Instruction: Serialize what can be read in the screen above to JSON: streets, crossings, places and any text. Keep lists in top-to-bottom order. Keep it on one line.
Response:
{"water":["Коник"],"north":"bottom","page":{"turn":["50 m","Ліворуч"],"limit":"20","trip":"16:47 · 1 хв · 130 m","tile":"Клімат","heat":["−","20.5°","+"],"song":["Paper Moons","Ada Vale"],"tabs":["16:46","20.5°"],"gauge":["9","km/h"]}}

Goal of the exercise: Repeat the data verbatim.

Response:
Instruction: Serialize what can be read in the screen above to JSON: streets, crossings, places and any text. Keep lists in top-to-bottom order. Keep it on one line.
Response:
{"water":["Коник"],"north":"bottom","page":{"turn":["50 m","Ліворуч"],"limit":"20","trip":"16:47 · 1 хв · 130 m","tile":"Клімат","heat":["−","20.5°","+"],"song":["Paper Moons","Ada Vale"],"tabs":["16:46","20.5°"],"gauge":["9","km/h"]}}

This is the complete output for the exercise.